:: WHAT YOU SHOULD DO ::
All lines from the one with "For a GIS import: Give" through the final line below are to be reproduced exactly; omit the others.
TASK INPUTS Block Start
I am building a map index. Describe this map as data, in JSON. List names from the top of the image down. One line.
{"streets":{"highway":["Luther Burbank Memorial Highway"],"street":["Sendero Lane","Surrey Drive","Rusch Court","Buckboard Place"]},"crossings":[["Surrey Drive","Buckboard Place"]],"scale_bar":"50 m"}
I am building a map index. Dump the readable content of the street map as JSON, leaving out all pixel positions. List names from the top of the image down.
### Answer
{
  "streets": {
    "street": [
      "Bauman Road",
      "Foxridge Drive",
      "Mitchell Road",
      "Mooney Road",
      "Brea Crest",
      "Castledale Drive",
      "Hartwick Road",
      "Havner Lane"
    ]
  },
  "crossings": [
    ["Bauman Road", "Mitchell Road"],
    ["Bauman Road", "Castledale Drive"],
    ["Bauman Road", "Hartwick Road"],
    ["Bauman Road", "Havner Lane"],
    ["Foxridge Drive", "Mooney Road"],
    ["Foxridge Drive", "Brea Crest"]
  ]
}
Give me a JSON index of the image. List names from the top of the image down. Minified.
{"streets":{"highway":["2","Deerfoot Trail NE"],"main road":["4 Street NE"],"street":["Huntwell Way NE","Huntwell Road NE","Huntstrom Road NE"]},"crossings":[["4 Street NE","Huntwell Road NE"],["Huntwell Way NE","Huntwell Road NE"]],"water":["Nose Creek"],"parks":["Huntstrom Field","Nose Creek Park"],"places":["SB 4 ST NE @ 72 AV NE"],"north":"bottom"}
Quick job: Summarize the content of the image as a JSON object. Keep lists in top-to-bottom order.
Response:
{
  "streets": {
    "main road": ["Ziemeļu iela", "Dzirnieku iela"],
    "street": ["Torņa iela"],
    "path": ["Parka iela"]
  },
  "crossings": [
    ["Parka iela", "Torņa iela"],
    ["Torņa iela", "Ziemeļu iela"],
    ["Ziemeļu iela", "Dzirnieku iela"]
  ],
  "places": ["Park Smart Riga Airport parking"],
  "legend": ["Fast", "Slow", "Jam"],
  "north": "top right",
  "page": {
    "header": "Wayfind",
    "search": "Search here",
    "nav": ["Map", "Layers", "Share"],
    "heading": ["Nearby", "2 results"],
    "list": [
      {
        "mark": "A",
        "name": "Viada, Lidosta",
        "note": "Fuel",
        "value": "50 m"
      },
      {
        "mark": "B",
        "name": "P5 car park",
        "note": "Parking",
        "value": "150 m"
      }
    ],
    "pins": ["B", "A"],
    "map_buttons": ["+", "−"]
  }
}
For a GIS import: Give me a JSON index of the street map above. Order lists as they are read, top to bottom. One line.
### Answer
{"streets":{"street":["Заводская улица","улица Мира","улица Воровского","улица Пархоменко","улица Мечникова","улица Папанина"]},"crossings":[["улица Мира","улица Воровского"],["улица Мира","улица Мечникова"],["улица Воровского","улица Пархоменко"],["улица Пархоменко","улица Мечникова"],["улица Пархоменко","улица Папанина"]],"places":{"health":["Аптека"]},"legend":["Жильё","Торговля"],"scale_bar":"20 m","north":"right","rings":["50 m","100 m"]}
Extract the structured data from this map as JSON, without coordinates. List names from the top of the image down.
TASK INPUTS Block End
:: TASK OUTPUT ::
For a GIS import: Give me a JSON index of the street map above. Order lists as they are read, top to bottom. One line.
### Answer
{"streets":{"street":["Заводская улица","улица Мира","улица Воровского","улица Пархоменко","улица Мечникова","улица Папанина"]},"crossings":[["улица Мира","улица Воровского"],["улица Мира","улица Мечникова"],["улица Воровского","улица Пархоменко"],["улица Пархоменко","улица Мечникова"],["улица Пархоменко","улица Папанина"]],"places":{"health":["Аптека"]},"legend":["Жильё","Торговля"],"scale_bar":"20 m","north":"right","rings":["50 m","100 m"]}
Extract the structured data from this map as JSON, without coordinates. List names from the top of the image down.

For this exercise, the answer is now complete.